*Work request*. All lines of the entries with "linecap" in them must be listed.

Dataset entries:
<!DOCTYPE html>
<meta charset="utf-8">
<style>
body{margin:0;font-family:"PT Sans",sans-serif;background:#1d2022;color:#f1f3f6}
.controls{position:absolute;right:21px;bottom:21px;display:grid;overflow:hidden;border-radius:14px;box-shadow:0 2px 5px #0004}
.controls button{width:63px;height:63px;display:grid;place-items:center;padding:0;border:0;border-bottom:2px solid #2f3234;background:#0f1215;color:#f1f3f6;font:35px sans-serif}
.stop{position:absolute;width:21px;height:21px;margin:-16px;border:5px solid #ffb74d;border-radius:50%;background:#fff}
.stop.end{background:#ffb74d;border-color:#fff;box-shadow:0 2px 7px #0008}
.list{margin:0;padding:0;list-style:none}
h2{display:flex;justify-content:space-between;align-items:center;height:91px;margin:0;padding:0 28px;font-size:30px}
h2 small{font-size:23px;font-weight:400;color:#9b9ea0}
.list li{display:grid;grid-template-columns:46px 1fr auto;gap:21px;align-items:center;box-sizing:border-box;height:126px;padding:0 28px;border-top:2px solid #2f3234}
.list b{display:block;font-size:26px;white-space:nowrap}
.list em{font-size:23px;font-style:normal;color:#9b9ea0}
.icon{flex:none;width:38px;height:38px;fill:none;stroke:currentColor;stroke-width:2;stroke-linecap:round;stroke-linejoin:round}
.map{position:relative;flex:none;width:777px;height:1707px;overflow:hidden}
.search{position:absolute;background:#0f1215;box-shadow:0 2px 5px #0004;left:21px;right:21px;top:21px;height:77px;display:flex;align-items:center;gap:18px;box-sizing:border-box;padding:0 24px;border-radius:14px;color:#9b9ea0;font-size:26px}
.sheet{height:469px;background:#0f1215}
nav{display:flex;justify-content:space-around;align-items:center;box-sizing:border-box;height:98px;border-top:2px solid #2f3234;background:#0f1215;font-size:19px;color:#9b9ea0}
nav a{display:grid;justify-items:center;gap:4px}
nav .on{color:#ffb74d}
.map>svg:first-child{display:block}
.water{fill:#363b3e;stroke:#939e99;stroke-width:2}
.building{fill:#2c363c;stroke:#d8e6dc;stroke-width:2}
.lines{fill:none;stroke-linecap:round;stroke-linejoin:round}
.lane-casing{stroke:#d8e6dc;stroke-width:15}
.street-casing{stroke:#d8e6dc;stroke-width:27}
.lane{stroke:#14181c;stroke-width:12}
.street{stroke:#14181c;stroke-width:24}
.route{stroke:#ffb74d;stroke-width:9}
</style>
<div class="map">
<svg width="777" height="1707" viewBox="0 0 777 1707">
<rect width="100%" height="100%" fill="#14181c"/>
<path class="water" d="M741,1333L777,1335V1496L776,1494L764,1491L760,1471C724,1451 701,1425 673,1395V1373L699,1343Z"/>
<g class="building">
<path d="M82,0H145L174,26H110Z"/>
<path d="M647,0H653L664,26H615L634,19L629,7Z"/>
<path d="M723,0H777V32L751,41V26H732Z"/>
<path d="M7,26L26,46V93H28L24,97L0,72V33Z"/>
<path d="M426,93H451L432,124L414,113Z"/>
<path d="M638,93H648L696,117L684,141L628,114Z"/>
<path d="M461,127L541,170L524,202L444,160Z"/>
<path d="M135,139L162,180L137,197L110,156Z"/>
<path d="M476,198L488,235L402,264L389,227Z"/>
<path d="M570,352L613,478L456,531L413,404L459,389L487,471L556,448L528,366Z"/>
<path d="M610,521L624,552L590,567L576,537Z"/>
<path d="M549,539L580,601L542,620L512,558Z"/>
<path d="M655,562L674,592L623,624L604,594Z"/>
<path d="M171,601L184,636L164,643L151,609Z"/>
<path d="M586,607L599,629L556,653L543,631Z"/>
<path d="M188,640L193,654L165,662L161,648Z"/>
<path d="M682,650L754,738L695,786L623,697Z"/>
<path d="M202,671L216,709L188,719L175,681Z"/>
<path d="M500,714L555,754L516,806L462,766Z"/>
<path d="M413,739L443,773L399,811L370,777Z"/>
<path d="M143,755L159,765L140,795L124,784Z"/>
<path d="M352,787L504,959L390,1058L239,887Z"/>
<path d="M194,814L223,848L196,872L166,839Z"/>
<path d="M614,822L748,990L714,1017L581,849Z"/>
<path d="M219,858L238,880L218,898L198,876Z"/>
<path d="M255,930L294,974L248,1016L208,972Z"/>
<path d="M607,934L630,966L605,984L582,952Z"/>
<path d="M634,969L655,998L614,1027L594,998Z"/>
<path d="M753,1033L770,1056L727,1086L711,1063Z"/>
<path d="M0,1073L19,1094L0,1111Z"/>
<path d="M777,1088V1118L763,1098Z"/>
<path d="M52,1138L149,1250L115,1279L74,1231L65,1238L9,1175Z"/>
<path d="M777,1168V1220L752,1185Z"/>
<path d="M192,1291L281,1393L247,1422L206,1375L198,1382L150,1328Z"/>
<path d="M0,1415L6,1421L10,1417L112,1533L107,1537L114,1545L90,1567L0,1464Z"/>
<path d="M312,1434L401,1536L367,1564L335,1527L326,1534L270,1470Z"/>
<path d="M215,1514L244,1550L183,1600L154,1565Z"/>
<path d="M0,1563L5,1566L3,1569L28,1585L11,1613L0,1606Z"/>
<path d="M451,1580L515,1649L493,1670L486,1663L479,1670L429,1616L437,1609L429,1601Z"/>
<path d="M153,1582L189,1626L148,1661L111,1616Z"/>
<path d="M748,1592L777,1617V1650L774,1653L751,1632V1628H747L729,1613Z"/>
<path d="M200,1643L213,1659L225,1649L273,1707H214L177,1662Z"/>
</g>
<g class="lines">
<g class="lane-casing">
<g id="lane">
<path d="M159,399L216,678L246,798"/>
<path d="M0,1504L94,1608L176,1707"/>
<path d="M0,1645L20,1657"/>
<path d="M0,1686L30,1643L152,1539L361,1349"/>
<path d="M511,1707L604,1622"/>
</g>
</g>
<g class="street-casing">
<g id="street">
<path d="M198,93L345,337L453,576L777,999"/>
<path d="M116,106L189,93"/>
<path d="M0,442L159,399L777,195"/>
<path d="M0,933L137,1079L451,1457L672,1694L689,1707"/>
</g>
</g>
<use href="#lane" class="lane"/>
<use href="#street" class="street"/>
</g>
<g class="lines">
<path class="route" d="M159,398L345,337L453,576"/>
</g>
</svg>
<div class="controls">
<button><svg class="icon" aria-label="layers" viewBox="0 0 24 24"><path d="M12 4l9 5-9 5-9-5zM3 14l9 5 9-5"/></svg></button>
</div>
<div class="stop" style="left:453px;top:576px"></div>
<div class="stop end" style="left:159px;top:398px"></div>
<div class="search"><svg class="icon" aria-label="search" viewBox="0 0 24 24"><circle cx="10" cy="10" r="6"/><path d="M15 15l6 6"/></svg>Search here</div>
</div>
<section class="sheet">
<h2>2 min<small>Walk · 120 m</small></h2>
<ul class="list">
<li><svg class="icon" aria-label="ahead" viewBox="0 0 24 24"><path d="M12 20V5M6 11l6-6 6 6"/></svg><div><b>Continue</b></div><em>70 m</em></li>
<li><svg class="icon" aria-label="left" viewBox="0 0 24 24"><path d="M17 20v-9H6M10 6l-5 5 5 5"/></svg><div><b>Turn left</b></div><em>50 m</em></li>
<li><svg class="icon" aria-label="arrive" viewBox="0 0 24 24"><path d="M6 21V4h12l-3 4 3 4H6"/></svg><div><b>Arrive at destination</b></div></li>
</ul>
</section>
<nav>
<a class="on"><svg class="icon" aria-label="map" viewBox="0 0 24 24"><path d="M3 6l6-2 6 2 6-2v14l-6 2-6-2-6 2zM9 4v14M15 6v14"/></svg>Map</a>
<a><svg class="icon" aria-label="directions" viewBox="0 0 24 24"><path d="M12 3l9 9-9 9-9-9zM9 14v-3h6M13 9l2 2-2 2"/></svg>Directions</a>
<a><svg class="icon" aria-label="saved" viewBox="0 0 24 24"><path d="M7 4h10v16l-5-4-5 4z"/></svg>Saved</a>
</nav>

*Expected answer*.
.icon{flex:none;width:38px;height:38px;fill:none;stroke:currentColor;stroke-width:2;stroke-linecap:round;stroke-linejoin:round}
.lines{fill:none;stroke-linecap:round;stroke-linejoin:round}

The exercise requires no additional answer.